While India is a member of many pluri-lateral groups on both sides of the geo-strategic “divide”, its engagement in Quad and with BRICS present the country with interesting, and sometimes contrasting, dilemmas.
While Quad has always had a geopolitical security objective vis-à-vis China, India’s vision goes beyond this narrow thrust to a much broader redrawing of the security and techno-economic architecture of the Indo-Pacific region.
With Quad now working on reorientation of global supply chains of critical technologies and on a range of areas of direct strategic relevance to the region, including digital, telecom, health, power, and semiconductors, it has underlined that development too has a security perspective which cannot be ignored.
India, in its turn, has benefited through enhanced bilateral relations with Quad partners, especially the U.S.
India’s independent policy of close relations with Russia and calling for a diplomatic solution to the Ukraine war, both of which are frowned upon by the West, do not distract India from strengthening the Quad.
Some Quad members and European countries are themselves enhancing their bilateral engagement with China, underlining their differing bilateral and regional compulsions.
Against the backdrop of India’s enthusiastic engagement with Quad, its engagement with BRICS presents a different conundrum.
India’s participation in BRICS has fluctuated from enthusiastic to lukewarm.
While BRICS’ initiatives such as New Development Bank and the Contingent Reserve Arrangement have been pioneering, the attempt by China to use BRICS to grandstand and push its world view on the Global South and now, to push back the West has made India wary of giving BRICS a higher profile.

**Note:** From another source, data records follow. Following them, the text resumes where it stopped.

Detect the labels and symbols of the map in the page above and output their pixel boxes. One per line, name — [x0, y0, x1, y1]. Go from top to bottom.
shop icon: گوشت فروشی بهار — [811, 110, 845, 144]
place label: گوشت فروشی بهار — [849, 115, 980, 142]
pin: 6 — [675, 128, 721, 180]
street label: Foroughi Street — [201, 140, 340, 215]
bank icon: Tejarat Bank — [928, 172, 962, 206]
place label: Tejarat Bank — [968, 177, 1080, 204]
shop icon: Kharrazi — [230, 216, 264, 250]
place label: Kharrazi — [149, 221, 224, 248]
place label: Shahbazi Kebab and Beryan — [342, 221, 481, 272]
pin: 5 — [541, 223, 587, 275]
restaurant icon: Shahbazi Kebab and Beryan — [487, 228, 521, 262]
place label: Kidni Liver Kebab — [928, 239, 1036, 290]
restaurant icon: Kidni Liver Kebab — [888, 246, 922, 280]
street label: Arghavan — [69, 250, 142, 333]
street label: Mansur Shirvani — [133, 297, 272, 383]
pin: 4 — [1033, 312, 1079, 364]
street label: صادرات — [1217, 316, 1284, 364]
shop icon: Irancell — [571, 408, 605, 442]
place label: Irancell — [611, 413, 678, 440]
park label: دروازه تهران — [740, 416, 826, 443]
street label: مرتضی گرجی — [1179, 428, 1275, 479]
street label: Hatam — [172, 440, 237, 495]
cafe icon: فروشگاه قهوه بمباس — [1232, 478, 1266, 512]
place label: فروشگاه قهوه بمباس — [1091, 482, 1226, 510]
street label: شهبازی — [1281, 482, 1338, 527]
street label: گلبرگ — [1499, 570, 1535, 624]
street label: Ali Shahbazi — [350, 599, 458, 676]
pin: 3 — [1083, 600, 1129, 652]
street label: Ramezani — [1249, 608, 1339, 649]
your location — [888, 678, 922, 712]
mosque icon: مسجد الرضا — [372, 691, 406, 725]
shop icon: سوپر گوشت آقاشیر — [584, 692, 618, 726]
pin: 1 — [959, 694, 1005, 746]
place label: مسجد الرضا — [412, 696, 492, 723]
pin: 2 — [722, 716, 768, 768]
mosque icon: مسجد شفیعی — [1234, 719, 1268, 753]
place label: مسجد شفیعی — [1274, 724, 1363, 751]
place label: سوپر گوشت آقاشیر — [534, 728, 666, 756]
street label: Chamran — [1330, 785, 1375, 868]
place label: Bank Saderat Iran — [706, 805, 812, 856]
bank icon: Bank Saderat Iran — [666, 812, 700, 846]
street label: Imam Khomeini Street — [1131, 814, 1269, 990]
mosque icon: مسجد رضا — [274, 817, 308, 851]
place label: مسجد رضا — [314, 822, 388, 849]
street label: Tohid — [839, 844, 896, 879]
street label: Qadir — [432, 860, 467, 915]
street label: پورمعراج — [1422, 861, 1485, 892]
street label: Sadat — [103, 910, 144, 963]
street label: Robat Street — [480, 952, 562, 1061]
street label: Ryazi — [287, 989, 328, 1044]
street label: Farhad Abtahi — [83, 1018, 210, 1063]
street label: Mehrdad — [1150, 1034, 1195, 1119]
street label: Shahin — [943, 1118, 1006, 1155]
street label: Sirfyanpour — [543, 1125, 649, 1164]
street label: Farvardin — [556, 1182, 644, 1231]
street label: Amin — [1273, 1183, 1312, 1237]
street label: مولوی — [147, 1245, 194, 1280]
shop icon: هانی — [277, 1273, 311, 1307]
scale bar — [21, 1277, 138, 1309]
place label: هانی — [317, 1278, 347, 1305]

India had, consequently, been reluctant to expand BRICS.
In fact, in 2018, Mr. Putin too underlined his reluctance to expand BRICS
But after Quad and the situation in Ukraine, Russia too realised the potential of BRICS, which includes pushing back the West, and lined up behind China.
The change of guard in Brazil leaves India as the lone member to push back China.
A reluctant India decided to accept BRICS’s expansion than oppose it and now many more countries are reportedly waiting to join.
Even if India has the best of bilateral relations with all the new members, we need to make sure it all adds up to support for India inside BRICS.
For this, India cannot afford to be ambivalent about BRICS any more.
To counter moves to take BRICS in a direction India does not like, we need to be more engaged, not less.
With India being the only country common to both Quad and BRICS, the country cannot afford to downplay one for the other.